**EXERCISE MATERIAL**
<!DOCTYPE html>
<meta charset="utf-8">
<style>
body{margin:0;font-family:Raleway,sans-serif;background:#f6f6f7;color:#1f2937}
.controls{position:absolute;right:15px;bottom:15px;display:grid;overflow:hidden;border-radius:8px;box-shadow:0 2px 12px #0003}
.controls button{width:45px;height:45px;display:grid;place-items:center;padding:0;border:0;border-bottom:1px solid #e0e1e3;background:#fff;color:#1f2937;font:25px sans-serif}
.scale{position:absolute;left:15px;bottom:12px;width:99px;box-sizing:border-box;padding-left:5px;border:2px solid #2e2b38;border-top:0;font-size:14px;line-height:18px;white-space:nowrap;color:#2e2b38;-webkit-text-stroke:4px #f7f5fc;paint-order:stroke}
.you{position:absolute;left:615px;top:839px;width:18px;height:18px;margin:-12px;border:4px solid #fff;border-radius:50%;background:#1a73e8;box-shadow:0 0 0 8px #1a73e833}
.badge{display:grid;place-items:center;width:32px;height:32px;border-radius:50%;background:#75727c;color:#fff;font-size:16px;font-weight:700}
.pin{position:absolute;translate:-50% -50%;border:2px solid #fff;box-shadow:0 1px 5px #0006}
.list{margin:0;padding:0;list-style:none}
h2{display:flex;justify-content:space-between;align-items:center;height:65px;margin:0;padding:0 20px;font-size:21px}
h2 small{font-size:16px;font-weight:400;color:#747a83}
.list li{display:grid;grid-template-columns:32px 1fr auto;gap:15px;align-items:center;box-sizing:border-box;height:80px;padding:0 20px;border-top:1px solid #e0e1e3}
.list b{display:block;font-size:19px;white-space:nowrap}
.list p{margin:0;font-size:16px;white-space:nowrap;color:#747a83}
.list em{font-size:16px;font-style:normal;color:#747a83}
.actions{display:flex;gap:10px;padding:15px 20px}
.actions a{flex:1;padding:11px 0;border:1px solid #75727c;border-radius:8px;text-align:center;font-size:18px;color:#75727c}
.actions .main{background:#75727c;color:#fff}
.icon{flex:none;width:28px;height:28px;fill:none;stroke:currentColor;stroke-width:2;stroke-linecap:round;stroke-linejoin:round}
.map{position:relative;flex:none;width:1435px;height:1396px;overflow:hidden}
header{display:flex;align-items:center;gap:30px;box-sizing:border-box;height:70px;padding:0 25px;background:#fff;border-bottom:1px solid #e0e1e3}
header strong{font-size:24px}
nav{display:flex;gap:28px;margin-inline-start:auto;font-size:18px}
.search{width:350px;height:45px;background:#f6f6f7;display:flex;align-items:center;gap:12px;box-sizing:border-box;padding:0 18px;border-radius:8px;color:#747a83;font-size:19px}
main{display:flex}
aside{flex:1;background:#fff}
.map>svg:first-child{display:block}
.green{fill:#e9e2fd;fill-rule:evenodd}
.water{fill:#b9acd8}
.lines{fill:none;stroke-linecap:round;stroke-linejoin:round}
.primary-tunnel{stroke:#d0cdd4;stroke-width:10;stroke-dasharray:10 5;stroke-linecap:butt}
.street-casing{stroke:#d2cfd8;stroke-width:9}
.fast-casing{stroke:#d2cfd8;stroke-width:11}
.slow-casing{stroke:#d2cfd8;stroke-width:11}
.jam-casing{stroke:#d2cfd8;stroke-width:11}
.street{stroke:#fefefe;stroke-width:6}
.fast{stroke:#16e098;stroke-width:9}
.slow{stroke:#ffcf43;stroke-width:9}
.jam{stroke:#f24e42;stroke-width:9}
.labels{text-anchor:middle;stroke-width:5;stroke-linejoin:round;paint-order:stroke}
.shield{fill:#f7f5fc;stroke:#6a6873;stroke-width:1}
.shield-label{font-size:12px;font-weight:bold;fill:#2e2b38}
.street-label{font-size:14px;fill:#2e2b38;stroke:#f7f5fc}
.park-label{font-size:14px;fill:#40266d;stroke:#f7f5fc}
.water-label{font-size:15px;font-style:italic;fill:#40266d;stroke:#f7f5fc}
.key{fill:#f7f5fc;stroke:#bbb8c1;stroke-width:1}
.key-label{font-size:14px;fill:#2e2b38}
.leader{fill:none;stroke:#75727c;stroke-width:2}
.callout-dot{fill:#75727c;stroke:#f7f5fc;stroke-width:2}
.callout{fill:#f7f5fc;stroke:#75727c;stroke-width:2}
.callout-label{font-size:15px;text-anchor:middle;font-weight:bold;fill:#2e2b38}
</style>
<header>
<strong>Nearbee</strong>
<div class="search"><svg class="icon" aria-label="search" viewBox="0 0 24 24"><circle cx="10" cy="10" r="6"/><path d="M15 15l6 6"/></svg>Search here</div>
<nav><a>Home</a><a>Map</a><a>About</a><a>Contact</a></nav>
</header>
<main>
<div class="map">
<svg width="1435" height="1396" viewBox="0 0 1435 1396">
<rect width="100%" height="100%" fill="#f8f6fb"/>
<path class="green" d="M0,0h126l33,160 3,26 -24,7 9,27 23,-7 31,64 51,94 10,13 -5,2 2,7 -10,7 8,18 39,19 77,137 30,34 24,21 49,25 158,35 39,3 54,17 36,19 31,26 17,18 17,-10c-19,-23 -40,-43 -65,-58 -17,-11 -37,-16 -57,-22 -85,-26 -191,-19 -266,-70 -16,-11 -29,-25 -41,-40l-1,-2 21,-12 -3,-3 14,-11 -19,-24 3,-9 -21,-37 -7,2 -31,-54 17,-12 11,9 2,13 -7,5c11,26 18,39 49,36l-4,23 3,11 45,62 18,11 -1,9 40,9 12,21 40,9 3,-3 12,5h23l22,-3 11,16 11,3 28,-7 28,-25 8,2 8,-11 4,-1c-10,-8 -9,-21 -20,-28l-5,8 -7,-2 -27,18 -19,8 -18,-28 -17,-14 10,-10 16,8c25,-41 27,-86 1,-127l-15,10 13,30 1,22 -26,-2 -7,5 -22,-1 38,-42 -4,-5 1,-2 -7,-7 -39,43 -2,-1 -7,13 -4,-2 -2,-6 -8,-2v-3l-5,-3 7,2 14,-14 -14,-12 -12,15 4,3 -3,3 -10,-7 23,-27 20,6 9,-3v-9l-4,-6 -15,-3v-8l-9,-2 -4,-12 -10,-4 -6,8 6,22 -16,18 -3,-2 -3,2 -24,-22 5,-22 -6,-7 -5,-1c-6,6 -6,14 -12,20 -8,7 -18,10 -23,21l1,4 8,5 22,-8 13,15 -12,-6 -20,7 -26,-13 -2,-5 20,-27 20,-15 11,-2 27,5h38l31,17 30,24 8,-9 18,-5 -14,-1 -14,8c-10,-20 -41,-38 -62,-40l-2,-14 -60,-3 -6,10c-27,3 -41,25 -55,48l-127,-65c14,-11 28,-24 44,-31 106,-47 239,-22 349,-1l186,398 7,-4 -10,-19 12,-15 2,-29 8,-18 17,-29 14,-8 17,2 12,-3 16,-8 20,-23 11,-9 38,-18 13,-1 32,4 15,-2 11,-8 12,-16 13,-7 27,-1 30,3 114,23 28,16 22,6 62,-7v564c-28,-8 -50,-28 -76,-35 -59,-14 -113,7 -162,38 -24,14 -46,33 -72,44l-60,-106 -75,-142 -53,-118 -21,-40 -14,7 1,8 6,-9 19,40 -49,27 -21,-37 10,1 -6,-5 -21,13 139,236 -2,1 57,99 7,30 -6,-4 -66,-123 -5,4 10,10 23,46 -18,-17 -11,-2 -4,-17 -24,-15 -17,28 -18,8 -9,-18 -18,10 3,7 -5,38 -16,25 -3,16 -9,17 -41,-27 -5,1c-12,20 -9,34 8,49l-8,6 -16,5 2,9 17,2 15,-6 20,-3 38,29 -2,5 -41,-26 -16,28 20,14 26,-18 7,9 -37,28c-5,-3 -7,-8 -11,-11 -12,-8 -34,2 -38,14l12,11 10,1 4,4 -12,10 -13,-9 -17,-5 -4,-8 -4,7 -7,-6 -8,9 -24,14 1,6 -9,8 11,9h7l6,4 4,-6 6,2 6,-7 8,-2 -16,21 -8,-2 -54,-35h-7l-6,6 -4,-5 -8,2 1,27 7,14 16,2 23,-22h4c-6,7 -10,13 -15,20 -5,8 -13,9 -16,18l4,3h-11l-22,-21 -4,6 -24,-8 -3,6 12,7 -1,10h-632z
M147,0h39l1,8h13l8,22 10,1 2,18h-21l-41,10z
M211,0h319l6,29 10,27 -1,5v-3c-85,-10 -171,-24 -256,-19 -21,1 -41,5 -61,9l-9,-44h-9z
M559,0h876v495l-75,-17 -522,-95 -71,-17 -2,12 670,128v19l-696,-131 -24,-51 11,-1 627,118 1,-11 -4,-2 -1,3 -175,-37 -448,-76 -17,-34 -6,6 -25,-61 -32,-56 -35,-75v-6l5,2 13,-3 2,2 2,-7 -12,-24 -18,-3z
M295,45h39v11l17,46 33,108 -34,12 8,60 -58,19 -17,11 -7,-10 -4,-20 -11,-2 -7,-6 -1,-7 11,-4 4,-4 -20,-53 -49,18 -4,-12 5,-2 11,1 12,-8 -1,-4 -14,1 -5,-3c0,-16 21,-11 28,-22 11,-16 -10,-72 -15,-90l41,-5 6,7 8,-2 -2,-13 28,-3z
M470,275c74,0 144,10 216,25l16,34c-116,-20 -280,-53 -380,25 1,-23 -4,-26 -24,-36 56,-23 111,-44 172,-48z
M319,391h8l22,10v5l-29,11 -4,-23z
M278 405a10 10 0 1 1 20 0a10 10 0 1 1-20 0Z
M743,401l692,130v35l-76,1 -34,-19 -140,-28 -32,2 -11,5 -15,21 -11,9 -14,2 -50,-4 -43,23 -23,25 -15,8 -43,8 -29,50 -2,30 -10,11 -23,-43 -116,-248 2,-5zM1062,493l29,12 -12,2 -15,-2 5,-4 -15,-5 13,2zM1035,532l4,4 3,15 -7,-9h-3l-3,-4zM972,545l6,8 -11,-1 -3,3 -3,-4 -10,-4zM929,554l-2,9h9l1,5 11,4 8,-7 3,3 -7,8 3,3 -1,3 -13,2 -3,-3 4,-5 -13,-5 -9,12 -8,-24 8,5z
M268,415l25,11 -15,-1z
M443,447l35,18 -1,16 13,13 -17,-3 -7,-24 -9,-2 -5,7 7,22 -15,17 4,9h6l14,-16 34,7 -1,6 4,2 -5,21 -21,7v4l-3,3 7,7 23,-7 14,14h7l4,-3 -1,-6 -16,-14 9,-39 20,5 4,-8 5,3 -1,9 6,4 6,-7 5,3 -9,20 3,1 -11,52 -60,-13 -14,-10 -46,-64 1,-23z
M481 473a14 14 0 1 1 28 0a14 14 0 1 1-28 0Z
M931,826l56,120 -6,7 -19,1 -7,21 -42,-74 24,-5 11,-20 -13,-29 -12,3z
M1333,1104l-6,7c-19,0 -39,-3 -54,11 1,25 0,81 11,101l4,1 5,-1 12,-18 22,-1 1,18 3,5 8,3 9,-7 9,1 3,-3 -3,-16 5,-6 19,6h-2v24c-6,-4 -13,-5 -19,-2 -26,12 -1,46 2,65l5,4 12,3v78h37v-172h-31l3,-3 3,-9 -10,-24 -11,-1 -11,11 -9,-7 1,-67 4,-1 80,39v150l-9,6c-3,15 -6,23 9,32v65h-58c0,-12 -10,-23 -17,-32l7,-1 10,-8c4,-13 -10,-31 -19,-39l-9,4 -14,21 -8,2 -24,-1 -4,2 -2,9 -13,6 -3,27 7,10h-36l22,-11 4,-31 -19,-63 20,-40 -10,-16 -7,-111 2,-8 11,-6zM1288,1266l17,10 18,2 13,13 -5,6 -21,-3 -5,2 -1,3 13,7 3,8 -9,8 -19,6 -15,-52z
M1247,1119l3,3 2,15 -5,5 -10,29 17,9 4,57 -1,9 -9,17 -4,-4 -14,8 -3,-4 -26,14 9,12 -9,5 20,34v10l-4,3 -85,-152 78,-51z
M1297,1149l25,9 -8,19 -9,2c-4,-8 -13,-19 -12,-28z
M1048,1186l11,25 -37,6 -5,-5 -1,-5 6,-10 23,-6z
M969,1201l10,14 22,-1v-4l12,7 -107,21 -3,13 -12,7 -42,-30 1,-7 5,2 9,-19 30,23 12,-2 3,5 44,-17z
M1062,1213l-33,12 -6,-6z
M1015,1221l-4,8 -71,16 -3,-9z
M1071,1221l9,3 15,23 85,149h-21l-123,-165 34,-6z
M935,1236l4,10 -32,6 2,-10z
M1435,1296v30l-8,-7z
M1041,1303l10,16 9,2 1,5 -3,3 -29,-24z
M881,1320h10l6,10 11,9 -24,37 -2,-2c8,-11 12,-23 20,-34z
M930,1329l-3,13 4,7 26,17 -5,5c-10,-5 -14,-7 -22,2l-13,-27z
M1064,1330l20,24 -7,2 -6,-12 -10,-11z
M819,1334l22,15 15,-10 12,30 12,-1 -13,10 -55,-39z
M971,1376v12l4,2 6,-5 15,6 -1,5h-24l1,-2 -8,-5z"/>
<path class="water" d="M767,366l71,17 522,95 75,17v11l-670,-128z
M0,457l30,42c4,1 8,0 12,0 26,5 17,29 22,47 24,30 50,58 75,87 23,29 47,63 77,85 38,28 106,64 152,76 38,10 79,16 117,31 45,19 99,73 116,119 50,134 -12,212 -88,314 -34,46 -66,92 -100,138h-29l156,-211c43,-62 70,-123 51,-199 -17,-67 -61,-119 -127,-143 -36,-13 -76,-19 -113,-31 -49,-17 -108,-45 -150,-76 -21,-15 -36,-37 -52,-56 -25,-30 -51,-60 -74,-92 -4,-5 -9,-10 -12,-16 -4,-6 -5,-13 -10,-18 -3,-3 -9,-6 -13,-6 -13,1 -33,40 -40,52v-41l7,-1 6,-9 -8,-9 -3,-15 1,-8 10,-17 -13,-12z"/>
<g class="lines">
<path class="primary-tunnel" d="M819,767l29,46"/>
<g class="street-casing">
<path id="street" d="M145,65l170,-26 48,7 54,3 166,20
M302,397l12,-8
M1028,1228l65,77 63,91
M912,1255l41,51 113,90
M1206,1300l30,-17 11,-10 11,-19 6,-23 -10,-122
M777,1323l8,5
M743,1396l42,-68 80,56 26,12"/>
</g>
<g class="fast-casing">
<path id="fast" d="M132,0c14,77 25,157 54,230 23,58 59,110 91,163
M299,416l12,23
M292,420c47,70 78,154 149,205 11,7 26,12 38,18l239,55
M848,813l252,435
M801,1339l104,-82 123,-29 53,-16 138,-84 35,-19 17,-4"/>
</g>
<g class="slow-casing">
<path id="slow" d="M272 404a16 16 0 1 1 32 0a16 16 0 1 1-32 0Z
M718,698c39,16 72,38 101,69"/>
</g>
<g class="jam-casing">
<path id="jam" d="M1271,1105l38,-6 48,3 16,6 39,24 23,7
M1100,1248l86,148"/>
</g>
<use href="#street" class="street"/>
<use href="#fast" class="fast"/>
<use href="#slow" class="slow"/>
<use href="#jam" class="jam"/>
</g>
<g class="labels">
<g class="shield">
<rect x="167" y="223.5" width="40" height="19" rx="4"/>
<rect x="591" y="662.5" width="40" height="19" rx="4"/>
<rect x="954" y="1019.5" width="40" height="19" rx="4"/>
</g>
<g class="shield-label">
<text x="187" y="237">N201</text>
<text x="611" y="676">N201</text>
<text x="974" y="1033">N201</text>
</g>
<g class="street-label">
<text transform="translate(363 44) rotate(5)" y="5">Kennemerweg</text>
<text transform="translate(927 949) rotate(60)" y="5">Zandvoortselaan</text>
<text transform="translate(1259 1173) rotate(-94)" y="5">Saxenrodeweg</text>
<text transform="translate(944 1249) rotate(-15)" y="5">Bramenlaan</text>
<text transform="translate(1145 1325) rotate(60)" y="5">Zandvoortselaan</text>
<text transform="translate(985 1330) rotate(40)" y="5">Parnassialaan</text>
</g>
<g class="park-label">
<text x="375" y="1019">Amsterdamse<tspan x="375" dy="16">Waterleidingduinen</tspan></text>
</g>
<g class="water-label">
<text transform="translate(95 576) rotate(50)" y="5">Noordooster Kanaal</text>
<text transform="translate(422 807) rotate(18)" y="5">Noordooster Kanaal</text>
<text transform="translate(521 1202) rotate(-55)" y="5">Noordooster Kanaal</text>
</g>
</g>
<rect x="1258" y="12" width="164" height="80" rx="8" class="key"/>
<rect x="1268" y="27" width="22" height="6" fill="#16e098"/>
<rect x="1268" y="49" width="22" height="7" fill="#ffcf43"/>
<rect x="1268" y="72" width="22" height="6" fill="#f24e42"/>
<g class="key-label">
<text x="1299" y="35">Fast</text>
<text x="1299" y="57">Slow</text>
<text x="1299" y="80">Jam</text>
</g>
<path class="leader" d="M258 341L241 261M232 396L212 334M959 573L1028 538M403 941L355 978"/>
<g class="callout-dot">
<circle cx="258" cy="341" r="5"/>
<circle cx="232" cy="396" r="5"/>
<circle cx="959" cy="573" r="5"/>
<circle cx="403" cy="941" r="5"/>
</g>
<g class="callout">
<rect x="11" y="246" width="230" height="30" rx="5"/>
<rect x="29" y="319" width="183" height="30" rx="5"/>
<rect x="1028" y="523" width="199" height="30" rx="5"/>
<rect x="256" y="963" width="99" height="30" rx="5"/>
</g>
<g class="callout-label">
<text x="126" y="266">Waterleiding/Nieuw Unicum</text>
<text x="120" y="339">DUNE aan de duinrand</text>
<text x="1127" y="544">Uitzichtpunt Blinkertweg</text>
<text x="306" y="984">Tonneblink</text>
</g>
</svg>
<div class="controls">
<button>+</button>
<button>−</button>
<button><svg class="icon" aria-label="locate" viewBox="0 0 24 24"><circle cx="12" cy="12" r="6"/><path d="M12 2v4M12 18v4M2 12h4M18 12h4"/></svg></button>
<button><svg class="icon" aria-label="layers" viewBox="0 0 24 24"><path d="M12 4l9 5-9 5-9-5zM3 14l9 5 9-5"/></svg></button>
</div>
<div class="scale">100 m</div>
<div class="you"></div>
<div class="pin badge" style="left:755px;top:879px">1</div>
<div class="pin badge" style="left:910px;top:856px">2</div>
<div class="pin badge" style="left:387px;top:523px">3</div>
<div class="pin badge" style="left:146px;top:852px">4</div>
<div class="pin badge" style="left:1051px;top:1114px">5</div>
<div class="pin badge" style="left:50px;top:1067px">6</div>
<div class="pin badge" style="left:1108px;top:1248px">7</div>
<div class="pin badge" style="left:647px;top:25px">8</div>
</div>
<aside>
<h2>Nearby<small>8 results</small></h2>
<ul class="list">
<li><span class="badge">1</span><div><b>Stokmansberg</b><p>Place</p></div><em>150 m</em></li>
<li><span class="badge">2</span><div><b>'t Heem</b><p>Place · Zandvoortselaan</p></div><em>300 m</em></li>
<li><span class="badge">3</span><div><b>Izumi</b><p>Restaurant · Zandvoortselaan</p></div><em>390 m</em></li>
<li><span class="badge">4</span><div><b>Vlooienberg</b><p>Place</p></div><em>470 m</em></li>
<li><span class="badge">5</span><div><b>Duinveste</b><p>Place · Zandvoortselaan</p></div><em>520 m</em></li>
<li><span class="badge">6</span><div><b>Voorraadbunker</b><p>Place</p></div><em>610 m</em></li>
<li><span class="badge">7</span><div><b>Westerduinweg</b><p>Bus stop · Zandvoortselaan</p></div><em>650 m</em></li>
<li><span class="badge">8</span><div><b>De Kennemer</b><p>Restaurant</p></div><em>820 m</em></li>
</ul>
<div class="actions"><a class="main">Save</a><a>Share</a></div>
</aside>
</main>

**DIRECTIONS**
How many lines of the listing above include the word "auto"? Reply with the number alone.

**RESPONSE BOX**
2